Disclaimer: I do not own Middle Earth.

Thorin son of Thráin son of Thrór King under the Mountain looked around at the suspiciously empty hall and narrowed his eyes when he heard not a sound from his two rambunctious nephews. Usually the two were tearing down the walls with their raucous noise when he came home from the forge, running on stubby baby legs to get to him, each clambering to be heard over the other as they rushed to tell him what exciting mischief they'd wrought that day. But today, the hall remained ominously silent.

"Fíli?
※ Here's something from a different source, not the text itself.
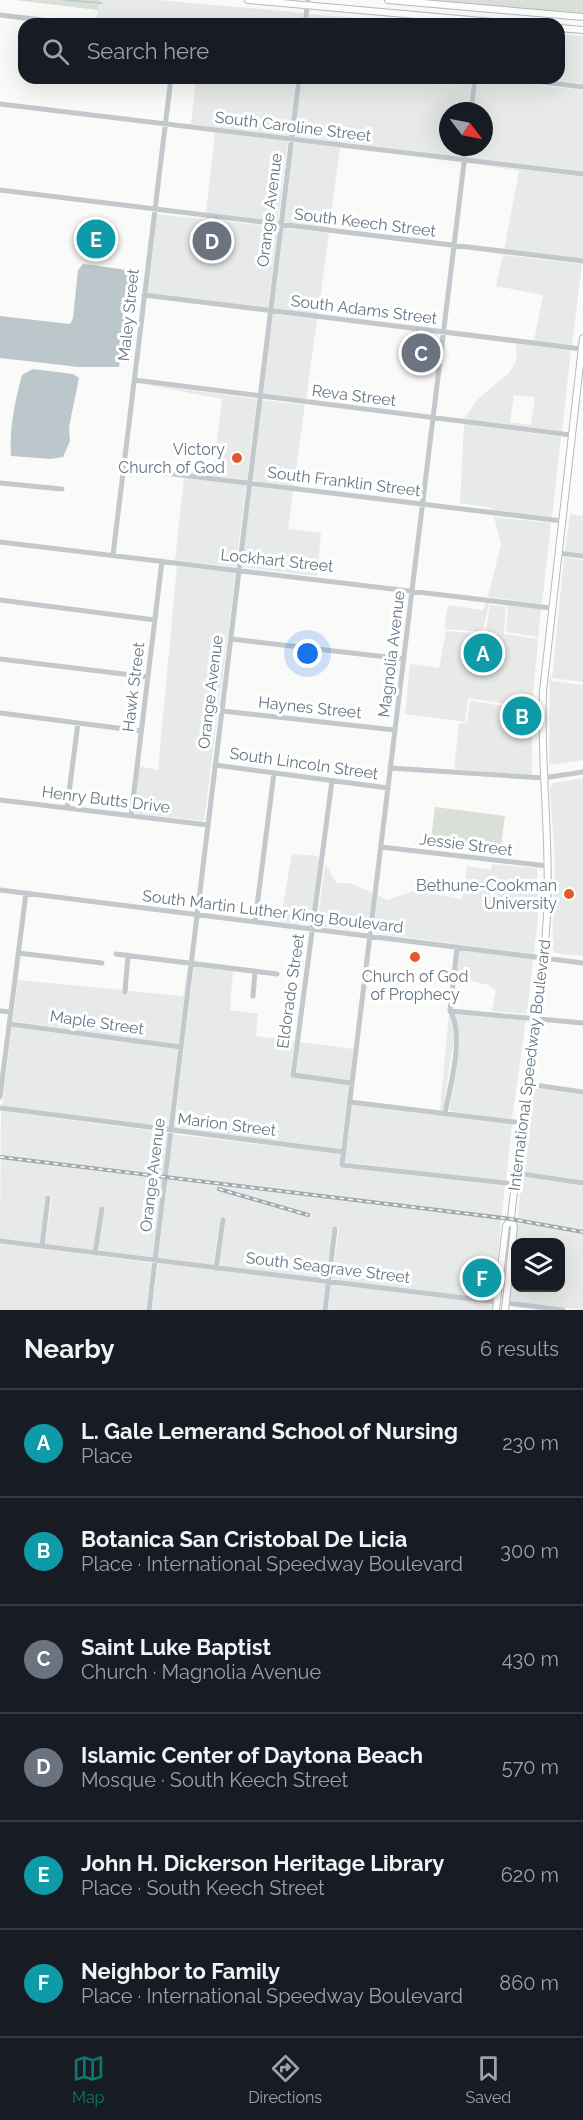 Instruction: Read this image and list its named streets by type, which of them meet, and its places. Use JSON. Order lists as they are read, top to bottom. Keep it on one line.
{"streets":{"main road":["International Speedway Boulevard"],"street":["South Caroline Street","Orange Avenue","South Keech Street","South Adams Street","Maley Street","Reva Street","South Franklin Street","Lockhart Street","Magnolia Avenue","Hawk Street","Haynes Street","South Lincoln Street","Henry Butts Drive","Jessie Street","South Martin Luther King Boulevard","Eldorado Street","Maple Street","Marion Street","South Seagrave Street"]},"crossings":[["South Caroline Street","Orange Avenue"],["South Caroline Street","Maley Street"],["South Caroline Street","Magnolia Avenue"],["Orange Avenue","South Keech Street"],["Orange Avenue","South Adams Street"],["Orange Avenue","Reva Street"],["Orange Avenue","South Franklin Street"],["Orange Avenue","Lockhart Street"],["Orange Avenue","Haynes Street"],["Orange Avenue","South Lincoln Street"],["Orange Avenue","Henry Butts Drive"],["Orange Avenue","South Martin Luther King Boulevard"],["Orange Avenue","Maple Street"],["Orange Avenue","Marion Street"],["Orange Avenue","South Seagrave Street"],["South Keech Street","Maley Street"],["South Keech Street","Magnolia Avenue"],["South Adams Street","Maley Street"],["South Adams Street","Magnolia Avenue"],["South Adams Street","International Speedway Boulevard"],["Maley Street","Reva Street"],["Maley Street","South Franklin Street"],["Maley Street","Lockhart Street"],["Reva Street","Magnolia Avenue"],["Reva Street","International Speedway Boulevard"],["South Franklin Street","Magnolia Avenue"],["South Franklin Street","International Speedway Boulevard"],["Lockhart Street","Magnolia Avenue"],["Lockhart Street","Hawk Street"],["Lockhart Street","International Speedway Boulevard"],["Magnolia Avenue","Haynes Street"],["Magnolia Avenue","South Lincoln Street"],["Magnolia Avenue","Jessie Street"],["Magnolia Avenue","South Martin Luther King Boulevard"],["Magnolia Avenue","Eldorado Street"],["Magnolia Avenue","International Speedway Boulevard"],["Magnolia Avenue","Marion Street"],["Hawk Street","Henry Butts Drive"],["South Lincoln Street","Eldorado Street"],["South Lincoln Street","International Speedway Boulevard"],["Jessie Street","International Speedway Boulevard"],["South Martin Luther King Boulevard","Eldorado Street"],["South Martin Luther King Boulevard","International Speedway Boulevard"],["International Speedway Boulevard","South Seagrave Street"]],"places":["Victory Church of God","Bethune-Cookman University","Church of God of Prophecy"],"north":"bottom right","page":{"search":"Search here","pins":["E","D","C","A","B","F"],"heading":["Nearby","6 results"],"list":[{"mark":"A","name":"L. Gale Lemerand School of Nursing","note":"Place","value":"230 m"},{"mark":"B","name":"Botanica San Cristobal De Licia","note":"Place · International Speedway Boulevard","value":"300 m"},{"mark":"C","name":"Saint Luke Baptist","note":"Church · Magnolia Avenue","value":"430 m"},{"mark":"D","name":"Islamic Center of Daytona Beach","note":"Mosque · South Keech Street","value":"570 m"},{"mark":"E","name":"John H. Dickerson Heritage Library","note":"Place · South Keech Street","value":"620 m"},{"mark":"F","name":"Neighbor to Family","note":"Place · International Speedway Boulevard","value":"860 m"}],"nav":["Map","Directions","Saved"]}}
Kíli?" Thorin called out as his footsteps rang off the stone floor, but the only sound to come back to him was the faint echo of his own voice. "Fíli? Kíli?"

The silence worried him now. Surely if his nephews were safe and unharmed they would have come running to him by this time. Usually, by now, the two were hanging off his legs and making it difficult for him to wash the flecks of iron off his forearms and the dried sweat from his face and neck.

"Fíli! Kíli! Where are you two?" Thorin's voice rose, a slight note of panic lacing the tone. He had not felt this sort of unadulterated panic in nearly a century. His footsteps quickened as he opened door after door, peering inside and calling their names to no avail. "Grá, have you seen the boys?"

The Dwarf woman looked up from the floor she was scrubbing and shook her head. "No, my King. They've been quiet for quite some time now. I'm not sure where they've gotten off to."

"Weren't you watching them?" Thorin asked angrily. "They're only babies! They always need to be watched!"

"I checked on them not half an hour ago! They were playing with their wooden toys on the rug by the fire."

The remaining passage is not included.